9.1 The t Distributions

The t distributions (note the plural) help us specify how confident we can be about research findings. We want to know whether we can generalize what we have learned about one sample to a larger population. The t test, based on the t distributions, tells us how confident we can be that the sample differs from the larger population.

The t distributions are more versatile than the z distribution because we can use them when (a) we don’t know the population standard deviation as we’ll learn in this chapter, and (b) we are comparing two samples as we’ll learn in chapters 10 and 11. Figure 9-1 demonstrates that there are many t distributions—one for each possible sample size.
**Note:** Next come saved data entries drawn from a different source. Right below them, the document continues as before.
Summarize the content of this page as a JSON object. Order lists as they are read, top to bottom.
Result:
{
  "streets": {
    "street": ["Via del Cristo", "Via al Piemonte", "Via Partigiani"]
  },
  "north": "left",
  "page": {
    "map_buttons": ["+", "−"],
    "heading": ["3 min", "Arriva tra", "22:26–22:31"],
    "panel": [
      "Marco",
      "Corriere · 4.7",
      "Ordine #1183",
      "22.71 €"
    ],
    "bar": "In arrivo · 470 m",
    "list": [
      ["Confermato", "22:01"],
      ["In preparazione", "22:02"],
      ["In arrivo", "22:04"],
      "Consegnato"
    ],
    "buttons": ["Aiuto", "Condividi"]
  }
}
Just as we are less likely to believe gossip from only one or two people, we are less certain about what the population distribution really looks like when we have a small sample size. The uncertainty of a small sample size means that the t distributions become flatter and more spread out. However, as the sample size gets larger, the t distributions begin to merge with the z distribution because we gain confidence as more participants are added to a study, just as we become increasingly confident in gossip that is repeated by many independent sources.

Figure 9-1

The Wider and Flatter t Distributions For smaller samples, the t distributions are wider and flatter than the z distribution. As the sample size increases, however, the t distributions approach the shape of the z distribution. For instance, in this figure, the t distribution most similar to the z distribution is that for a sample of 30 individuals. This makes sense because a distribution derived from a larger sample size would be more likely to be similar to that of the entire population than one derived from a smaller sample size.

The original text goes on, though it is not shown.